> [DESCRIPTION OF THE TASK] The expected output is every line below, reproduced exactly.

> [RECORDS PROVIDED]

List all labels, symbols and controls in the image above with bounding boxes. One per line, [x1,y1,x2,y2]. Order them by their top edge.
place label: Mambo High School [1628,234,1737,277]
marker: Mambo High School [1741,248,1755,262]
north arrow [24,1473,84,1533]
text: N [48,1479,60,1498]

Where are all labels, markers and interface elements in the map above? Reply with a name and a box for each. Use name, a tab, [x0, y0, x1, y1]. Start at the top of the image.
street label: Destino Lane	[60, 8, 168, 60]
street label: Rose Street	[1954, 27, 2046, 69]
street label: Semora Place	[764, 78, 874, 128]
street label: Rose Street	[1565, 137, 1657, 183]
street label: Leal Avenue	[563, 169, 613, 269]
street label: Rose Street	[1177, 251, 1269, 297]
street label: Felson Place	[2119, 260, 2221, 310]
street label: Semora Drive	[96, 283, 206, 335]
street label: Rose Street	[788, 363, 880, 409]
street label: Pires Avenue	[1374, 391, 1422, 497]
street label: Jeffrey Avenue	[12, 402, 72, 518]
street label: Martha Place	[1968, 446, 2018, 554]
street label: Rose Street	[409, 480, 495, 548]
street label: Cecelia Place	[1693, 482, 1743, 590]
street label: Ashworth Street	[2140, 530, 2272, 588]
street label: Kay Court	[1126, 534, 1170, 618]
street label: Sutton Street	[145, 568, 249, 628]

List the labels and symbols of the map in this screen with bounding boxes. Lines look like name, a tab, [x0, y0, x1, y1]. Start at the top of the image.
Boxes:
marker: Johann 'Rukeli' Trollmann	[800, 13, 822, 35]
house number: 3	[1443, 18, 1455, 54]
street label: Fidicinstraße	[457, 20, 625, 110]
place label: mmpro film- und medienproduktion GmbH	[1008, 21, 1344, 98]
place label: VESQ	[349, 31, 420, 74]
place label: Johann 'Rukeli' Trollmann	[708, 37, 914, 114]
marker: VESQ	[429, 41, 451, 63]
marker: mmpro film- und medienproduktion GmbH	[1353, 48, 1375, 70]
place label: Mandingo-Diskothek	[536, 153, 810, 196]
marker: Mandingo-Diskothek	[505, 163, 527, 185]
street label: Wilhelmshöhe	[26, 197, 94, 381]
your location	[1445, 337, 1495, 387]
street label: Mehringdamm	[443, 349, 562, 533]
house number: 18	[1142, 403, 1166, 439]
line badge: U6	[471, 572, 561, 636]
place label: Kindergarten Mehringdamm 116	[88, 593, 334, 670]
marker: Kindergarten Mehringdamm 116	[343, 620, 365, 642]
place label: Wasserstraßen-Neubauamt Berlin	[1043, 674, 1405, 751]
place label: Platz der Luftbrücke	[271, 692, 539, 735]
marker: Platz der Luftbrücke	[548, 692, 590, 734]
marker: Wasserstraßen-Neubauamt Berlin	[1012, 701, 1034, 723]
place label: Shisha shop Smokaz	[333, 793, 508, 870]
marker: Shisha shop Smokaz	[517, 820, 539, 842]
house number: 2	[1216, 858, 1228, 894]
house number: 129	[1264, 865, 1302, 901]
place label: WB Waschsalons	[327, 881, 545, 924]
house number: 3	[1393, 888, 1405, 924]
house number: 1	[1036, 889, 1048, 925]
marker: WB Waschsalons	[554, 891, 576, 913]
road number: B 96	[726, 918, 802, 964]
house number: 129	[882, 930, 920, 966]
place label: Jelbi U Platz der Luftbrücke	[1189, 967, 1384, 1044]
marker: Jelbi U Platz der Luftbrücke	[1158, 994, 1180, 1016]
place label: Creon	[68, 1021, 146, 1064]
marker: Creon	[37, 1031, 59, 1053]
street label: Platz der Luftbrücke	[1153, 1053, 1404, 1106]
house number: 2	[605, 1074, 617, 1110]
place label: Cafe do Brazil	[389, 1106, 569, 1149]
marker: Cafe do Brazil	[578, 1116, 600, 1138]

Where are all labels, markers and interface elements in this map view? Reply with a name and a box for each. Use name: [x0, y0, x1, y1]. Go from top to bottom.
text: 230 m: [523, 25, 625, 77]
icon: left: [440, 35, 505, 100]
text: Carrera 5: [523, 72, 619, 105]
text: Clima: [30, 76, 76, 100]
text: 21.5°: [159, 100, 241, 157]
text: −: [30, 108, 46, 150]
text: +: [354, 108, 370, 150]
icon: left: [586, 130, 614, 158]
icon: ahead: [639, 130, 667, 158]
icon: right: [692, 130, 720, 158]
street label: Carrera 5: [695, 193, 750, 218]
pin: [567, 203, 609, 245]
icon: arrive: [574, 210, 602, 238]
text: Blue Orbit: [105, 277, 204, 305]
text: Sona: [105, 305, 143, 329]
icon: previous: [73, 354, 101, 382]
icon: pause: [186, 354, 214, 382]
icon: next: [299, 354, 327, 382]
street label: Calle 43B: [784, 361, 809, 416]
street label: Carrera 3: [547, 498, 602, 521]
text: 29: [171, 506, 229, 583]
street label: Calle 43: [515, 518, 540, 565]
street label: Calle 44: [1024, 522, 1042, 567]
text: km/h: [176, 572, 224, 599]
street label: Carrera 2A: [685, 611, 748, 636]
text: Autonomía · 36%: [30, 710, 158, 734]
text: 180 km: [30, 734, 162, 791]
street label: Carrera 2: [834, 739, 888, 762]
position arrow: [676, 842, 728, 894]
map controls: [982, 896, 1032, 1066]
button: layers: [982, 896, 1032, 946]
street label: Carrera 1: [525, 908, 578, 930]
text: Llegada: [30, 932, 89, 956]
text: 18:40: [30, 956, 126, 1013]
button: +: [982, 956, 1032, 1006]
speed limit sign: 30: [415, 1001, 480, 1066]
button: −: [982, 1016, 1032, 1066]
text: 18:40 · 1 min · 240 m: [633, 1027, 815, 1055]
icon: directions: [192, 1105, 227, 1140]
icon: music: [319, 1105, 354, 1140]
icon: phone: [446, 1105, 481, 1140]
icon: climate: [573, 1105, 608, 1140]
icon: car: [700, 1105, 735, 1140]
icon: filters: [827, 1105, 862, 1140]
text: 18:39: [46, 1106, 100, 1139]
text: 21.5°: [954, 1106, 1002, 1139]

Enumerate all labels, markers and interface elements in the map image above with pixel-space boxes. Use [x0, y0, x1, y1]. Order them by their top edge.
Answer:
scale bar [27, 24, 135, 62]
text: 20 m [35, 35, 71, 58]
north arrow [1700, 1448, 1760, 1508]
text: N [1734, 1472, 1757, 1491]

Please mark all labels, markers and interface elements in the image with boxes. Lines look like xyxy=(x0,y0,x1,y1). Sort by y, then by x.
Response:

> [EXPECTED OUTPUT]
List all labels, symbols and controls in the image above with bounding boxes. One per line, [x1,y1,x2,y2]. Order them by their top edge.
place label: Mambo High School [1628,234,1737,277]
marker: Mambo High School [1741,248,1755,262]
north arrow [24,1473,84,1533]
text: N [48,1479,60,1498]

Where are all labels, markers and interface elements in the map above? Reply with a name and a box for each. Use name, a tab, [x0, y0, x1, y1]. Start at the top of the image.
street label: Destino Lane	[60, 8, 168, 60]
street label: Rose Street	[1954, 27, 2046, 69]
street label: Semora Place	[764, 78, 874, 128]
street label: Rose Street	[1565, 137, 1657, 183]
street label: Leal Avenue	[563, 169, 613, 269]
street label: Rose Street	[1177, 251, 1269, 297]
street label: Felson Place	[2119, 260, 2221, 310]
street label: Semora Drive	[96, 283, 206, 335]
street label: Rose Street	[788, 363, 880, 409]
street label: Pires Avenue	[1374, 391, 1422, 497]
street label: Jeffrey Avenue	[12, 402, 72, 518]
street label: Martha Place	[1968, 446, 2018, 554]
street label: Rose Street	[409, 480, 495, 548]
street label: Cecelia Place	[1693, 482, 1743, 590]
street label: Ashworth Street	[2140, 530, 2272, 588]
street label: Kay Court	[1126, 534, 1170, 618]
street label: Sutton Street	[145, 568, 249, 628]

List the labels and symbols of the map in this screen with bounding boxes. Lines look like name, a tab, [x0, y0, x1, y1]. Start at the top of the image.
Boxes:
marker: Johann 'Rukeli' Trollmann	[800, 13, 822, 35]
house number: 3	[1443, 18, 1455, 54]
street label: Fidicinstraße	[457, 20, 625, 110]
place label: mmpro film- und medienproduktion GmbH	[1008, 21, 1344, 98]
place label: VESQ	[349, 31, 420, 74]
place label: Johann 'Rukeli' Trollmann	[708, 37, 914, 114]
marker: VESQ	[429, 41, 451, 63]
marker: mmpro film- und medienproduktion GmbH	[1353, 48, 1375, 70]
place label: Mandingo-Diskothek	[536, 153, 810, 196]
marker: Mandingo-Diskothek	[505, 163, 527, 185]
street label: Wilhelmshöhe	[26, 197, 94, 381]
your location	[1445, 337, 1495, 387]
street label: Mehringdamm	[443, 349, 562, 533]
house number: 18	[1142, 403, 1166, 439]
line badge: U6	[471, 572, 561, 636]
place label: Kindergarten Mehringdamm 116	[88, 593, 334, 670]
marker: Kindergarten Mehringdamm 116	[343, 620, 365, 642]
place label: Wasserstraßen-Neubauamt Berlin	[1043, 674, 1405, 751]
place label: Platz der Luftbrücke	[271, 692, 539, 735]
marker: Platz der Luftbrücke	[548, 692, 590, 734]
marker: Wasserstraßen-Neubauamt Berlin	[1012, 701, 1034, 723]
place label: Shisha shop Smokaz	[333, 793, 508, 870]
marker: Shisha shop Smokaz	[517, 820, 539, 842]
house number: 2	[1216, 858, 1228, 894]
house number: 129	[1264, 865, 1302, 901]
place label: WB Waschsalons	[327, 881, 545, 924]
house number: 3	[1393, 888, 1405, 924]
house number: 1	[1036, 889, 1048, 925]
marker: WB Waschsalons	[554, 891, 576, 913]
road number: B 96	[726, 918, 802, 964]
house number: 129	[882, 930, 920, 966]
place label: Jelbi U Platz der Luftbrücke	[1189, 967, 1384, 1044]
marker: Jelbi U Platz der Luftbrücke	[1158, 994, 1180, 1016]
place label: Creon	[68, 1021, 146, 1064]
marker: Creon	[37, 1031, 59, 1053]
street label: Platz der Luftbrücke	[1153, 1053, 1404, 1106]
house number: 2	[605, 1074, 617, 1110]
place label: Cafe do Brazil	[389, 1106, 569, 1149]
marker: Cafe do Brazil	[578, 1116, 600, 1138]

Where are all labels, markers and interface elements in this map view? Reply with a name and a box for each. Use name: [x0, y0, x1, y1]. Go from top to bottom.
text: 230 m: [523, 25, 625, 77]
icon: left: [440, 35, 505, 100]
text: Carrera 5: [523, 72, 619, 105]
text: Clima: [30, 76, 76, 100]
text: 21.5°: [159, 100, 241, 157]
text: −: [30, 108, 46, 150]
text: +: [354, 108, 370, 150]
icon: left: [586, 130, 614, 158]
icon: ahead: [639, 130, 667, 158]
icon: right: [692, 130, 720, 158]
street label: Carrera 5: [695, 193, 750, 218]
pin: [567, 203, 609, 245]
icon: arrive: [574, 210, 602, 238]
text: Blue Orbit: [105, 277, 204, 305]
text: Sona: [105, 305, 143, 329]
icon: previous: [73, 354, 101, 382]
icon: pause: [186, 354, 214, 382]
icon: next: [299, 354, 327, 382]
street label: Calle 43B: [784, 361, 809, 416]
street label: Carrera 3: [547, 498, 602, 521]
text: 29: [171, 506, 229, 583]
street label: Calle 43: [515, 518, 540, 565]
street label: Calle 44: [1024, 522, 1042, 567]
text: km/h: [176, 572, 224, 599]
street label: Carrera 2A: [685, 611, 748, 636]
text: Autonomía · 36%: [30, 710, 158, 734]
text: 180 km: [30, 734, 162, 791]
street label: Carrera 2: [834, 739, 888, 762]
position arrow: [676, 842, 728, 894]
map controls: [982, 896, 1032, 1066]
button: layers: [982, 896, 1032, 946]
street label: Carrera 1: [525, 908, 578, 930]
text: Llegada: [30, 932, 89, 956]
text: 18:40: [30, 956, 126, 1013]
button: +: [982, 956, 1032, 1006]
speed limit sign: 30: [415, 1001, 480, 1066]
button: −: [982, 1016, 1032, 1066]
text: 18:40 · 1 min · 240 m: [633, 1027, 815, 1055]
icon: directions: [192, 1105, 227, 1140]
icon: music: [319, 1105, 354, 1140]
icon: phone: [446, 1105, 481, 1140]
icon: climate: [573, 1105, 608, 1140]
icon: car: [700, 1105, 735, 1140]
icon: filters: [827, 1105, 862, 1140]
text: 18:39: [46, 1106, 100, 1139]
text: 21.5°: [954, 1106, 1002, 1139]

Enumerate all labels, markers and interface elements in the map image above with pixel-space boxes. Use [x0, y0, x1, y1]. Order them by their top edge.
Answer:
scale bar [27, 24, 135, 62]
text: 20 m [35, 35, 71, 58]
north arrow [1700, 1448, 1760, 1508]
text: N [1734, 1472, 1757, 1491]

Please mark all labels, markers and interface elements in the image with boxes. Lines look like xyxy=(x0,y0,x1,y1). Sort by y, then by x.
Response:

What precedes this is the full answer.